> Exercise directions
Nothing after the line with "position:absolute; left:406px; top:102px;" belongs in the copy; extract the lines below from the top through that line, pictures left out.

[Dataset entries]

----------------------------------------

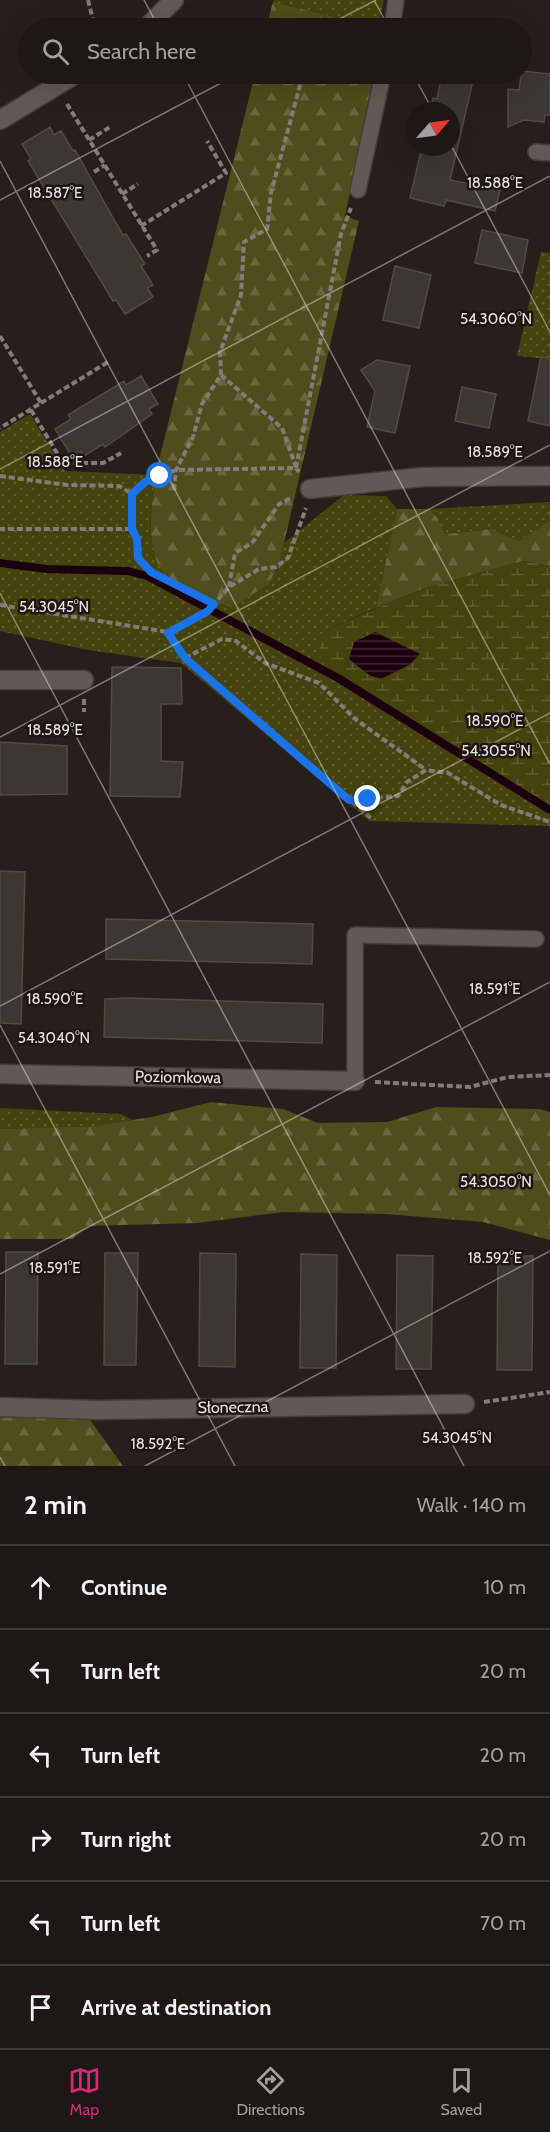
<!DOCTYPE html>
<html lang="en">
<head>
<meta charset="utf-8">
<style>
	body { margin:0; font-family:Cabin,sans-serif; background:#26201e; color:#f1f3f6 }
	.compass { position:absolute; left:406px; top:102px; width:54px; height:54px; border-radius:50%; background:#1e1715; box-shadow:0 6px 24px #0002; rotate:62deg }
	.stop { position:absolute; width:18px; height:18px; margin:-14px; border:4px solid #1a73e8; border-radius:50%; background:#fff }
	.stop.end { background:#1a73e8; border-color:#fff; box-shadow:0 2px 6px #0008 }
	.list { margin:0; padding:0; list-style:none }
	h2 { display:flex; justify-content:space-between; align-items:center; height:78px; margin:0; padding:0 24px; font-size:26px }
	h2 small { font-size:20px; font-weight:400; color:#a19fa0 }
	.list li { display:grid; grid-template-columns:39px 1fr auto; gap:18px; align-items:center; box-sizing:border-box; height:84px; padding:0 24px; border-top:2px solid #3c3634 }
	.list b { display:block; font-size:22px; white-space:nowrap }
	.list em { font-size:20px; font-style:normal; color:#a19fa0 }
	.icon { flex:none; width:33px; height:33px; fill:none; stroke:currentColor; stroke-width:2; stroke-linecap:round; stroke-linejoin:round }
	.map { position:relative; flex:none; width:550px; height:1466px; overflow:hidden }
	.search { position:absolute; background:#1e1715; box-shadow:0 6px 24px #0002; left:18px; right:18px; top:18px; height:66px; display:flex; align-items:center; gap:15px; box-sizing:border-box; padding:0 21px; border-radius:33px; color:#a19fa0; font-size:22px }
	.sheet { height:582px; background:#1e1715 }
	nav { display:flex; justify-content:space-around; align-items:center; box-sizing:border-box; height:84px; border-top:2px solid #3c3634; background:#1e1715; font-size:16px; color:#a19fa0 }
	nav a { display:grid; justify-items:center; gap:3px }
	nav .on { color:#db2777 }
	.map>svg:first-child { display:block }
	.grass { fill:url(#grass-dots) }
	.forest { fill:url(#forest-firs) }
	.wetland { fill:url(#wetland-marsh) }
	.water { fill:url(#water-rules) }
	.lines { fill:none; stroke-linecap:round; stroke-linejoin:round }
	.stream { stroke:#1d000f; stroke-width:8 }
	.building { fill:#3c3730; stroke:#514b44; stroke-width:1.5 }
	.lane-casing { stroke:#443d3b; stroke-width:18 }
	.street-casing { stroke:#443d3b; stroke-width:21 }
	.path { stroke:#837b79; stroke-width:4; stroke-dasharray:6 3; stroke-linecap:butt }
	.lane { stroke:#635954; stroke-width:15 }
	.street { stroke:#635954; stroke-width:18 }
	.route { stroke:#1a73e8; stroke-width:8 }
	.ticks { fill:none; stroke:#e9e3e1; stroke-width:1.5; stroke-opacity:0.45 }
	.labels { text-anchor:middle; dominant-baseline:central; stroke-width:5; stroke-linejoin:round; paint-order:stroke }
	.street-label { font-size:16px; fill:#e9e3e1; stroke:#1e1612 }
	.ticks-label { font-size:15px; text-anchor:middle; fill:#e9e3e1; stroke:#1e1612; stroke-width:5; stroke-linejoin:round; paint-order:stroke }
</style>
</head>
<body>
<div class="map">
<svg width="550" height="1466" viewBox="0 0 550 1466">
	<defs>
		<pattern id="grass-dots" width="8" height="8" patternUnits="userSpaceOnUse" patternTransform="scale(1.5)"><rect width="8" height="8" fill="#45430d"/><path d="M2 2h.1M6 6h.1" fill="none" stroke="#605e30" stroke-width="1.8" stroke-linecap="round"/></pattern>
		<pattern id="forest-firs" width="22" height="20" patternUnits="userSpaceOnUse" patternTransform="scale(1.5)"><rect width="22" height="20" fill="#4f4d1b"/><path d="M5 1l3.5 6h-7zM16 11l3.5 6h-7z" fill="#68663c"/></pattern>
		<pattern id="wetland-marsh" width="20" height="14" patternUnits="userSpaceOnUse" patternTransform="scale(1.5)"><rect width="20" height="14" fill="#45430d"/><path d="M1 5h8M5 5V1M11 12h8M15 12V8" fill="none" stroke="#605e30"/></pattern>
		<pattern id="water-rules" width="6" height="5" patternUnits="userSpaceOnUse" patternTransform="scale(1.5)"><rect width="6" height="5" fill="#1d000f"/><path d="M0 2.5h6" fill="none" stroke="#3e2532"/></pattern>
	</defs>
	<rect width="100%" height="100%" fill="#281f1c"/>
	<!-- grass -->
	<path class="grass" d="M274 0H384L378 27 273 2Z
		M541 252 550 253V359L517 356Z
		M30 414 65 471 155 475C152 505 143 548 165 573 174 584 215 601 229 608L280 560 284 543 344 495 386 496 397 509 376 608 328 629 321 669 550 810V826L369 821 181 663 88 650 0 631V432Z
		M550 502V520L519 541 491 529 444 534 438 519 430 509Z
		M0 1108 121 1114 133 1120 94 1126 0 1129Z"/>
	<!-- forest -->
	<path class="forest" d="M273 2 378 27V28H266Z
		M255 74H375L345 216 359 221 280 560 269 584 230 608C209 599 184 590 167 575 143 556 152 502 155 476Z
		M397 509H430L438 519 445 534 491 529 519 541 550 520V566L523 561 422 589 376 608Z
		M211 1102 283 1109 318 1123 387 1122 436 1107 540 1109 550 1112V1240L483 1222 386 1214 283 1212 197 1223 89 1226 72 1239H0V1129L94 1126 152 1117Z
		M0 1416 88 1417 123 1466H0Z"/>
	<!-- wetland -->
	<path class="wetland" d="M523 561 550 566V810L321 669 319 636 328 629 422 589Z"/>
	<!-- water -->
	<path class="water" d="M375 632 420 654 409 665 381 679 369 675 349 659 354 642Z"/>
	<g class="lines">
		<!-- stream -->
		<path class="stream" d="M0 563 46 569 128 571 147 576 338 678 550 810"/>
	</g>
	<!-- building -->
	<path class="building" d="M522 71 550 74V115H545L544 122 524 120 508 127V89L519 90Z
		M442 74 474 76 450 180 500 190 495 211 446 200 444 206 410 198 422 147H451V111H430L433 98 437 99Z
		M50 127 54 135 61 131 73 151 75 150 112 216 123 235 126 234 145 264 141 266 153 285 147 288 153 297 125 314 116 300 113 301 28 161 31 159 22 144Z
		M482 230 528 240 522 273 475 263Z
		M395 266 431 275 419 328 383 320Z
		M541 357 550 358V426L528 421Z
		M377 360 410 366 395 433 367 427 375 391 361 370Z
		M141 376 158 404 149 409 152 414 105 447 103 444 84 456 81 451 72 457 55 429 71 419 68 415 124 381 126 385Z
		M462 387 496 394 489 428 455 421Z
		M112 667 181 668 182 704H161V761L183 762 180 797 110 796Z
		M0 742 67 746V794L0 795Z
		M0 871 25 872 21 1024 0 1023Z
		M106 919 313 924 312 964 106 959Z
		M128 998 323 1004 322 1043 104 1037 105 999Z
		M6 1252H38L37 1364H5Z
		M105 1253H138L136 1365H104Z
		M200 1253 236 1254 235 1367 199 1366Z
		M301 1254 337 1255 336 1368H300Z
		M397 1255 433 1256 431 1369H396Z
		M498 1256H533L532 1370H497Z"/>
	<g class="lines">
		<!-- lane casing -->
		<g class="lane-casing">
			<path id="lane" d="M392 28 396 0
				M536 152 550 153
				M358 190 383 74
				M355 1081V935L536 939"/>
		</g>
		<!-- street casing -->
		<g class="street-casing">
			<path id="street" d="M146 28 174 0
				M0 120 76 74
				M310 489 423 477 550 476
				M0 680H84
				M0 1074 355 1081
				M0 1407 97 1410 465 1404"/>
		</g>
		<!-- path -->
		<path class="path" d="M88 0 95 28
			M67 104 157 250 147 256
			M89 140 110 127
			M94 172 105 165
			M122 194 138 184
			M141 226 226 173 207 141
			M0 336 41 403 0 428
			M221 375 282 428 296 467
			M41 403 108 362
			M31 410 63 463H103L121 453
			M296 468 341 234 351 208
			M0 476 67 485 119 486 132 494V529H0
			M174 490 176 470 193 437 202 404 221 375 220 352 241 295 244 242 267 229 271 193 303 74
			M132 494 145 482 176 470 296 468 299 472
			M132 529 137 539 138 558 151 572 214 604 229 587 259 569 276 567 288 558 306 508
			M229 587 235 553 252 543 279 504 293 497
			M0 605 168 632 208 611 214 604
			M168 632 185 658 371 818
			M185 658 222 639 236 641 265 663 319 683 355 719 426 770
			M84 699V712
			M350 800 398 796 407 782 426 770 448 773 501 805 550 822
			M375 1082 470 1087 508 1077 550 1075
			M484 1402 550 1392"/>
		<!-- lane -->
		<use href="#lane" class="lane"/>
		<!-- street -->
		<use href="#street" class="street"/>
	</g>
	<g class="lines">
		<!-- route -->
		<path class="route" d="M160 476 145 482 132 494V529L137 539 138 558 151 572 214 604 208 611 168 633 185 658 349 800 368 799"/>
	</g>
	<!-- ticks -->
	<path class="ticks" d="M144 0 159 28M374 0 389 28M322 28 376 0M183 74 550 764M413 74 433 111M451 145 550 332M0 161 550 1195M0 200 238 74M0 469 550 176M0 593 464 1466M0 737 550 445M0 1006 550 713M0 1025 235 1466M0 1274 550 982M0 1457 5 1466M145 1466 550 1251"/>
	<g class="labels">
		<!-- street labels -->
		<g class="street-label">
			<text transform="translate(178 1077) rotate(1)">Poziomkowa</text>
			<text transform="translate(233 1407) rotate(-1)">Słoneczna</text>
		</g>
	</g>
	<g class="ticks-label">
		<text x="495" y="188">18.588°E</text>
		<text x="55" y="198">18.587°E</text>
		<text x="496" y="324">54.3060°N</text>
		<text x="495" y="457">18.589°E</text>
		<text x="55" y="467">18.588°E</text>
		<text x="54" y="612">54.3045°N</text>
		<text x="495" y="726">18.590°E</text>
		<text x="55" y="735">18.589°E</text>
		<text x="496" y="756">54.3055°N</text>
		<text x="495" y="994">18.591°E</text>
		<text x="55" y="1004">18.590°E</text>
		<text x="54" y="1043">54.3040°N</text>
		<text x="496" y="1187">54.3050°N</text>
		<text x="495" y="1263">18.592°E</text>
		<text x="55" y="1273">18.591°E</text>
		<text x="457" y="1443">54.3045°N</text>
		<text x="158" y="1449">18.592°E</text>
	</g>
</svg>
<svg class="compass" viewBox="-18 -18 36 36"><path d="M0-13l5 13h-10z" fill="#e53935"/><path d="M0 13l5-13h-10z" fill="#a19fa0"/></svg>
<div class="stop" style="left:160px;top:476px"></div>
<div class="stop end" style="left:368px;top:799px"></div>
<div class="search"><svg class="icon" aria-label="search" viewBox="0 0 24 24"><circle cx="10" cy="10" r="6"/><path d="M15 15l6 6"/></svg>Search here</div>
</div>
<section class="sheet">
<h2>2 min<small>Walk · 140 m</small></h2>
<ul class="list">
<li><svg class="icon" aria-label="ahead" viewBox="0 0 24 24"><path d="M12 20V5M6 11l6-6 6 6"/></svg><div><b>Continue</b></div><em>10 m</em></li>
<li><svg class="icon" aria-label="left" viewBox="0 0 24 24"><path d="M17 20v-9H6M10 6l-5 5 5 5"/></svg><div><b>Turn left</b></div><em>20 m</em></li>
<li><svg class="icon" aria-label="left" viewBox="0 0 24 24"><path d="M17 20v-9H6M10 6l-5 5 5 5"/></svg><div><b>Turn left</b></div><em>20 m</em></li>
<li><svg class="icon" aria-label="right" viewBox="0 0 24 24"><path d="M7 20v-9h11M14 6l5 5-5 5"/></svg><div><b>Turn right</b></div><em>20 m</em></li>
<li><svg class="icon" aria-label="left" viewBox="0 0 24 24"><path d="M17 20v-9H6M10 6l-5 5 5 5"/></svg><div><b>Turn left</b></div><em>70 m</em></li>
<li><svg class="icon" aria-label="arrive" viewBox="0 0 24 24"><path d="M6 21V4h12l-3 4 3 4H6"/></svg><div><b>Arrive at destination</b></div></li>
</ul>
</section>
<nav>
<a class="on"><svg class="icon" aria-label="map" viewBox="0 0 24 24"><path d="M3 6l6-2 6 2 6-2v14l-6 2-6-2-6 2zM9 4v14M15 6v14"/></svg>Map</a>
<a><svg class="icon" aria-label="directions" viewBox="0 0 24 24"><path d="M12 3l9 9-9 9-9-9zM9 14v-3h6M13 9l2 2-2 2"/></svg>Directions</a>
<a><svg class="icon" aria-label="saved" viewBox="0 0 24 24"><path d="M7 4h10v16l-5-4-5 4z"/></svg>Saved</a>
</nav>
</body>
</html>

----------------------------------------

> Solution for this problem
<!DOCTYPE html>
<html lang="en">
<head>
<meta charset="utf-8">
<style>
	body { margin:0; font-family:Cabin,sans-serif; background:#26201e; color:#f1f3f6 }
	.compass { position:absolute; left:406px; top:102px; width:54px; height:54px; border-radius:50%; background:#1e1715; box-shadow:0 6px 24px #0002; rotate:62deg }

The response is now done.